Fig. 1. Normal OS disc structure is seen in N74A mutant

(A) Electron photomicrographs of OS discs in a postnatal day 90-old wild type (wt) control. (B) Electron photomicrographs of OS discs in a a postnatal day 90-old Pde6g^tml/Pde6g^tml homozygote with the N74A transgene. (C) Mean OS lengths of wt controls and N74A determined from measurements made from transmission electron microscopy. The dimensions of rod outer segments were 25 μm from MF1 controls, and 22 μm from the N74A mutants. Error bar show standard deviation. Inner segment (IS), outer segment (OS), retinal pigment epithelium (RPE)

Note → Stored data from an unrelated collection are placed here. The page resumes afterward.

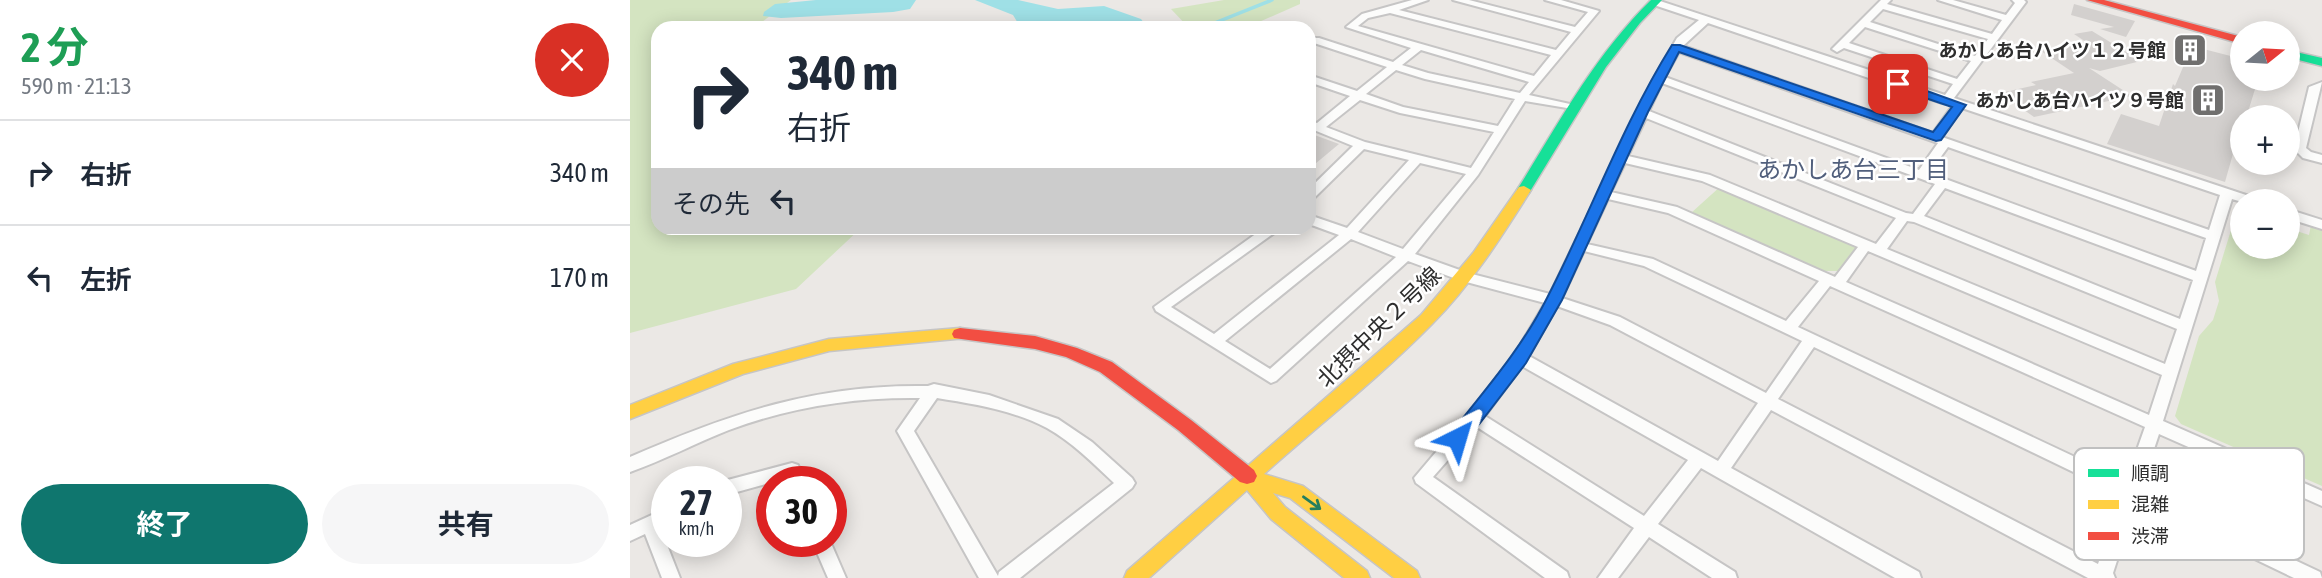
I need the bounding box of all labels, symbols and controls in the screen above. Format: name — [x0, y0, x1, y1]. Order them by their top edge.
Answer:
north arrow — [2230, 21, 2300, 91]
map controls — [2230, 21, 2300, 259]
text: 2 分 — [21, 23, 89, 71]
button: close — [535, 23, 609, 97]
building icon: あかしあ台ハイツ１２号館 — [2171, 31, 2209, 69]
place label: あかしあ台ハイツ１２号館 — [1938, 39, 2166, 61]
text: 340 m — [787, 44, 898, 100]
icon: right — [672, 49, 763, 140]
pin — [1868, 54, 1928, 114]
icon: arrive — [1879, 65, 1917, 103]
text: 590 m · 21:13 — [21, 73, 132, 99]
building icon: あかしあ台ハイツ９号館 — [2189, 81, 2227, 119]
place label: あかしあ台ハイツ９号館 — [1975, 89, 2184, 111]
button: + — [2230, 105, 2300, 175]
text: 右折 — [787, 109, 851, 146]
icon: right — [21, 154, 59, 192]
district label: あかしあ台三丁目 — [1757, 156, 1949, 183]
text: 340 m — [550, 158, 609, 188]
text: 右折 — [80, 160, 132, 190]
icon: left — [764, 182, 802, 220]
text: その先 — [672, 189, 750, 219]
button: − — [2230, 189, 2300, 259]
icon: left — [21, 259, 59, 297]
street label: 北摂中央２号線 — [1312, 262, 1446, 392]
text: 170 m — [550, 263, 609, 293]
text: 左折 — [80, 265, 132, 295]
position arrow — [1420, 401, 1494, 475]
legend — [2074, 448, 2304, 560]
text: 順調 — [2131, 462, 2169, 484]
speed limit sign: 30 — [756, 466, 847, 557]
text: 27 — [680, 482, 713, 522]
button: 終了 — [21, 484, 308, 564]
button: 共有 — [322, 484, 609, 564]
text: 混雑 — [2131, 493, 2169, 515]
one-way arrow — [1302, 496, 1321, 511]
text: km/h — [679, 518, 714, 539]
text: 渋滞 — [2131, 525, 2169, 547]

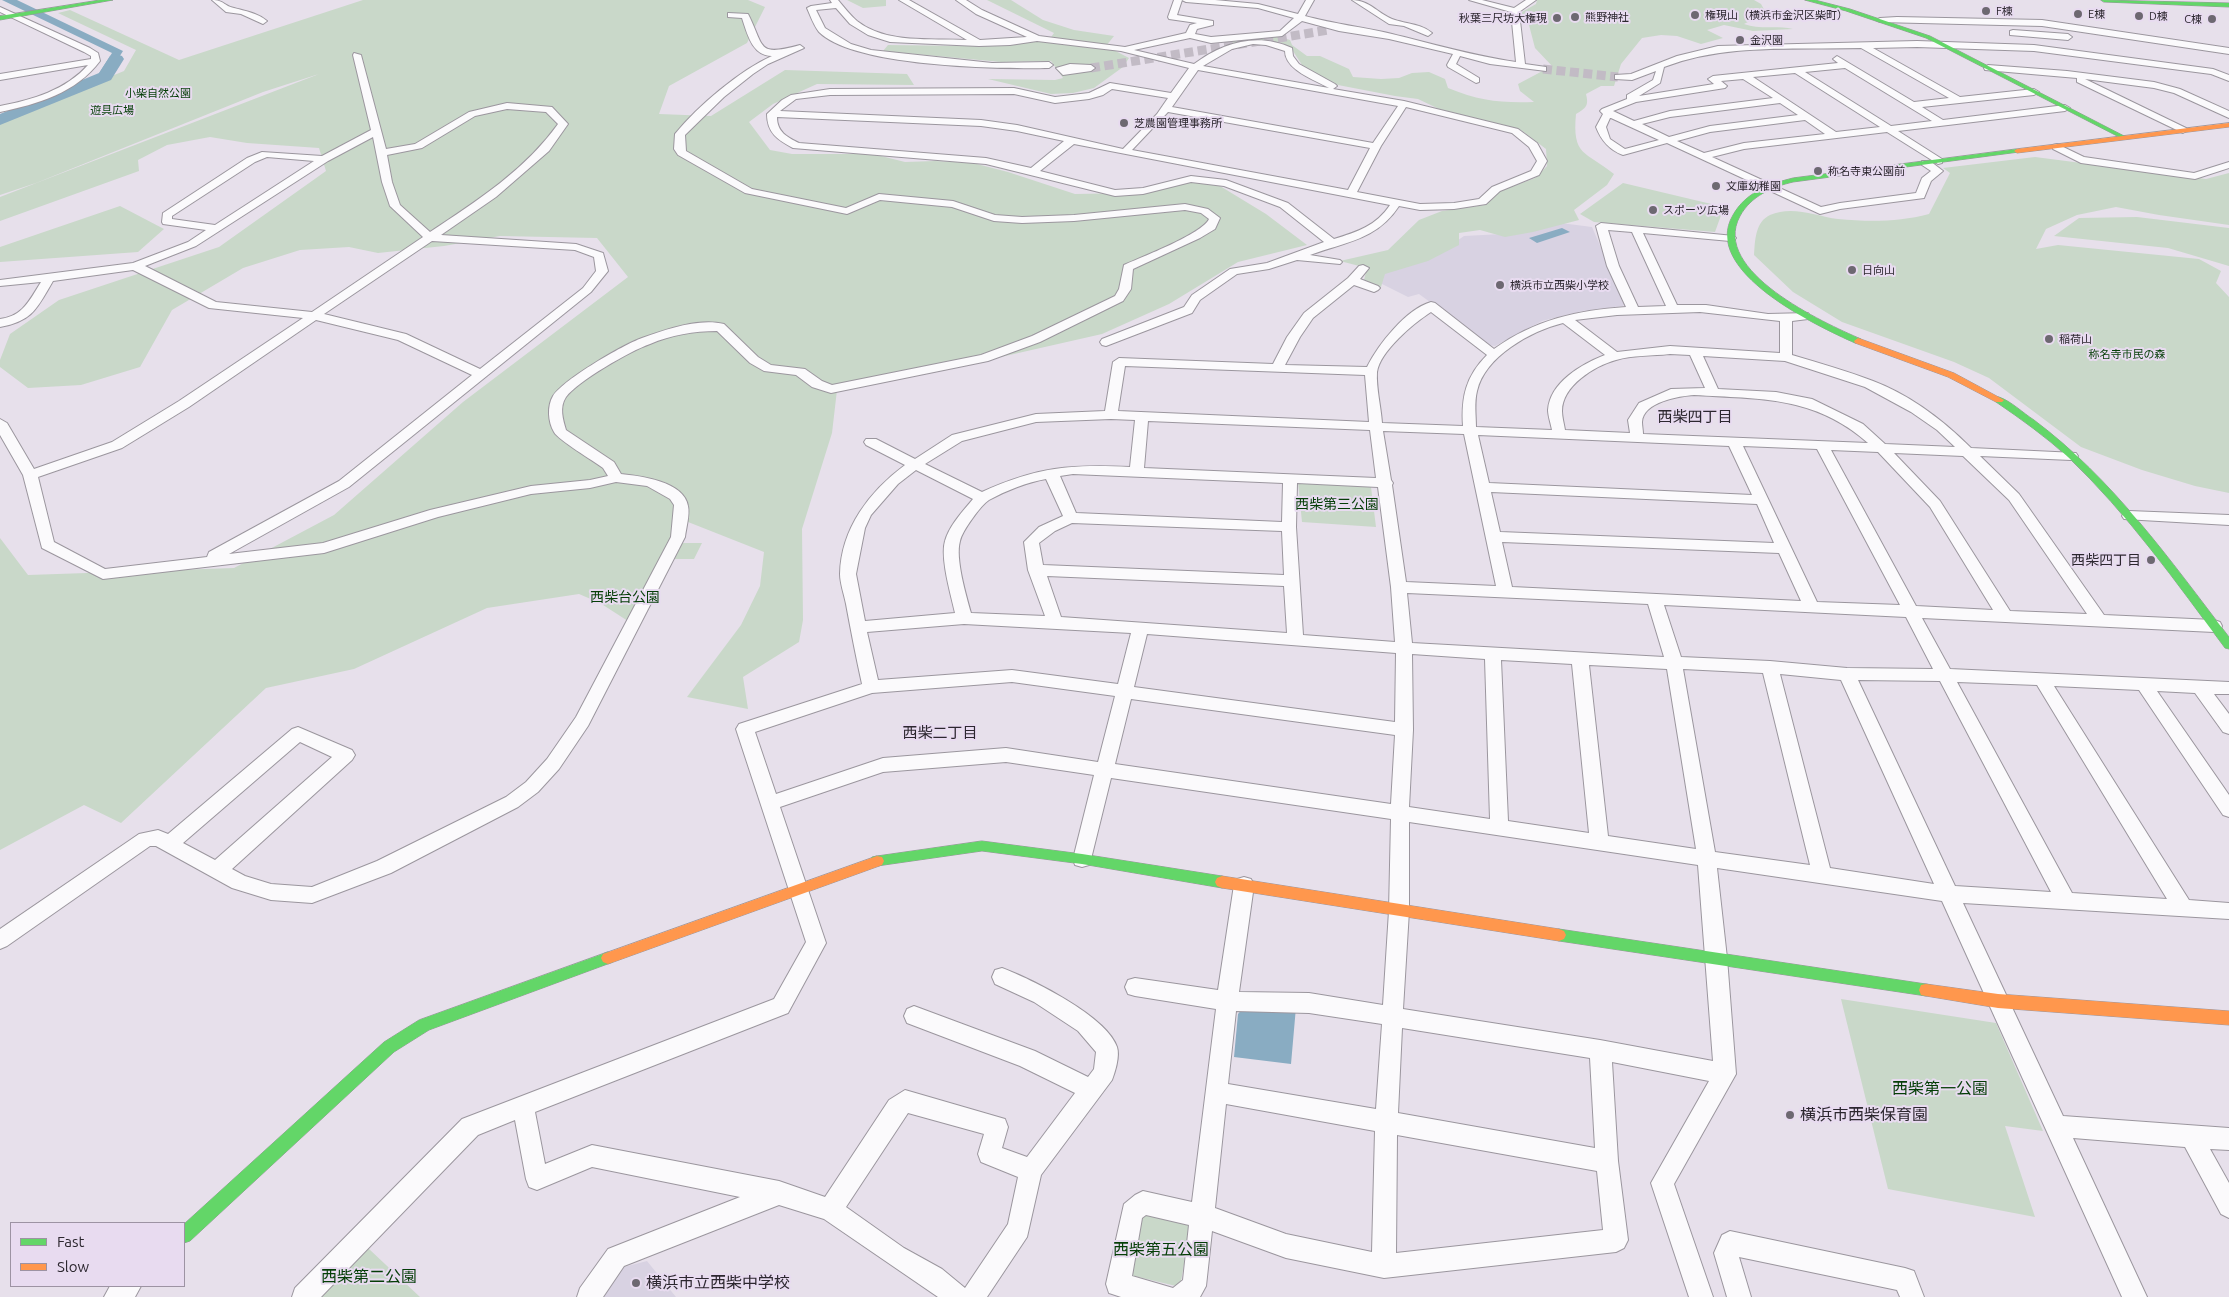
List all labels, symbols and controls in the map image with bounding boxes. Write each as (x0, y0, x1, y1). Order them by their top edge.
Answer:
place label: F棟 (1996, 4, 2013, 18)
marker: F棟 (1980, 5, 1992, 17)
place label: E棟 (2088, 7, 2105, 21)
place label: 権現山（横浜市金沢区柴町） (1705, 8, 1848, 22)
marker: E棟 (2072, 8, 2084, 20)
marker: 権現山（横浜市金沢区柴町） (1689, 9, 1701, 21)
place label: D棟 (2149, 9, 2168, 23)
place label: 熊野神社 (1585, 10, 1629, 24)
marker: D棟 (2133, 10, 2145, 22)
place label: 秋葉三尺坊大権現 (1459, 11, 1547, 25)
marker: 熊野神社 (1569, 11, 1581, 23)
marker: 秋葉三尺坊大権現 (1551, 12, 1563, 24)
place label: C棟 (2184, 12, 2202, 26)
marker: C棟 (2206, 13, 2218, 25)
place label: 金沢園 (1750, 33, 1783, 47)
marker: 金沢園 (1734, 34, 1746, 46)
park label: 小柴自然公園 (125, 86, 191, 100)
park label: 遊具広場 (90, 103, 134, 117)
place label: 芝農園管理事務所 (1134, 116, 1222, 130)
marker: 芝農園管理事務所 (1118, 117, 1130, 129)
place label: 称名寺東公園前 (1828, 164, 1905, 178)
marker: 称名寺東公園前 (1812, 165, 1824, 177)
place label: 文庫幼稚園 (1726, 179, 1781, 193)
marker: 文庫幼稚園 (1710, 180, 1722, 192)
place label: スポーツ広場 (1663, 203, 1729, 217)
marker: スポーツ広場 (1647, 204, 1659, 216)
place label: 日向山 (1862, 263, 1895, 277)
marker: 日向山 (1846, 264, 1858, 276)
place label: 横浜市立西柴小学校 (1510, 278, 1609, 292)
marker: 横浜市立西柴小学校 (1494, 279, 1506, 291)
place label: 稲荷山 (2059, 332, 2092, 346)
marker: 稲荷山 (2043, 333, 2055, 345)
park label: 称名寺市民の森 (2089, 347, 2165, 361)
district label: 西柴四丁目 (1658, 408, 1732, 426)
park label: 西柴第三公園 (1295, 496, 1379, 512)
place label: 西柴四丁目 (2071, 552, 2141, 568)
marker: 西柴四丁目 (2145, 554, 2157, 566)
park label: 西柴台公園 (590, 589, 660, 605)
district label: 西柴二丁目 (903, 724, 977, 742)
park label: 西柴第一公園 (1892, 1079, 1988, 1099)
place label: 横浜市西柴保育園 (1800, 1105, 1928, 1125)
marker: 横浜市西柴保育園 (1784, 1109, 1796, 1121)
legend (10, 1222, 185, 1287)
text: Fast (57, 1233, 84, 1250)
park label: 西柴第五公園 (1113, 1240, 1209, 1260)
text: Slow (57, 1258, 89, 1275)
park label: 西柴第二公園 (321, 1267, 417, 1287)
place label: 横浜市立西柴中学校 (646, 1273, 790, 1293)
marker: 横浜市立西柴中学校 (630, 1277, 642, 1289)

Fig. 2. Expression of PDE6 and other rod proteins and measurement of PDE6 activity

(A) Immunoblot analysis of PDE6 subunits and transducin α-subunit (GNAT1) in retinal extracts of control MF1 (+/+), heterozygous +/Pde6g^tml (+/-) and N74A on the Pde6g^tml/Pde6g^tml background. Protein was normalised to 50 μg unless otherwise stated. (B) Immunoblot analysis of guanylyl cyclase (GUCY2E), channel protein (CNGA1), rhodopsin kinase (GRK1), RGS9, α-transducin (GNAT1), and rhodopsin (RHO) with α-tubulin as a standard. Protein was normalised to 50 μg unless otherwise stated. (C) Quantitative analysis of PDE6 content from retinal homogenates. Signal intensities were determined by densitometry to calculate an IDV for each band. The values were normalised to the amount of protein loaded and expressed as a percentage relative to the PDE6 signal in 2.5 μg of control lysate. Similar normalized values were obtained at different loading amounts. (D) Basal (dark-adapted) PDE6 activity in P40 control and N74A retinal extracts were measured in control and N74A-mutant retinal extracts. Contrary to expectation, basal cGMP-PDE6 activity in N74A retinas was comparable to control retinas.

Fig. 3. Electroretinogram (ERG) assessed global retinal function in the N74A mutants

Rod-specific (A) and maximal mixed rod-cone (B) responses, and photopic cone responses (C) in four-week old N74A and control mice. ERGs were measured with an Espion Stimulator and response curves were generated. a-wave, photoreceptor response; b-wave, bipolar response. To assess cone signaling, mice were light adapted (32 cd/m² white light) in the Ganzfeld dome for twenty minutes. Then, ERGs were recorded with a series of flash intensities ranging from near threshold (0.8 cd s /m²) to four log units above at 2.1 Hz. A rod-suppressing steady background of 32 cd/m² was continuously present. A total of 100 responses (filtered from 0.03 to 300 Hz) were averaged for each trial. Rod-specific (A), Maximal (B), and cone (C) wave peaks in N74A mice are comparable to the C57BL/6 controls.

Fig. 4. Waveform and amplitude of WT and N74A rods

(A) Suction electrode recordings of N74A photoresponses. A) Strain-control rod responses to light flashes (20 ms) at seven intensities, 4, 17, 43, 158, 453, 1122 and 1870 photons μm^-2. Traces are the averages from ten rods; each intensity averaged from 5-10 flashes. (B) N74A rod responses to the same seven intensities, averaged from 28 rods. (C) Intensity-response functions for dark-adapted (-■-) and light-adapted control strain (-□-) rods and dark-adapted (-●-) and light-adapted (-○-) N74A, N74A rods. Data are fit to Boltzmann equations, black control strain, red N74A. The control data is averaged from ten rods, N74A from 12 rods. The background light for the light-adapted rods was 440 photons μm^-2 s^-1 and flashes were delivered after 30 sec of background initiation. (D) Effect of light adaptation on response kinetics of N74A rods. Normalized flash responses to light of 453 photons μm^-2 without a background light (black trace) or superimposed on background light of 13 (red), 38 (blue), 118 (green), 440 (magenta) or 1354 (gold) photons μm^-2 s^-1. Each trace is averaged from 12 rods, each rod sampled at each background intensity five times. Inset: Step-flash protocol with a saturating flash of 2433 photons μm^-2 occurring without a background (black) or following 10 second exposure to backgrounds of 13 (red), 38 (blue), 118 (green), 440 (magenta) or 1354 (gold) photons μm^-2 s^-1. Traces are average of ten rods, and for each rod, each background was presented four times.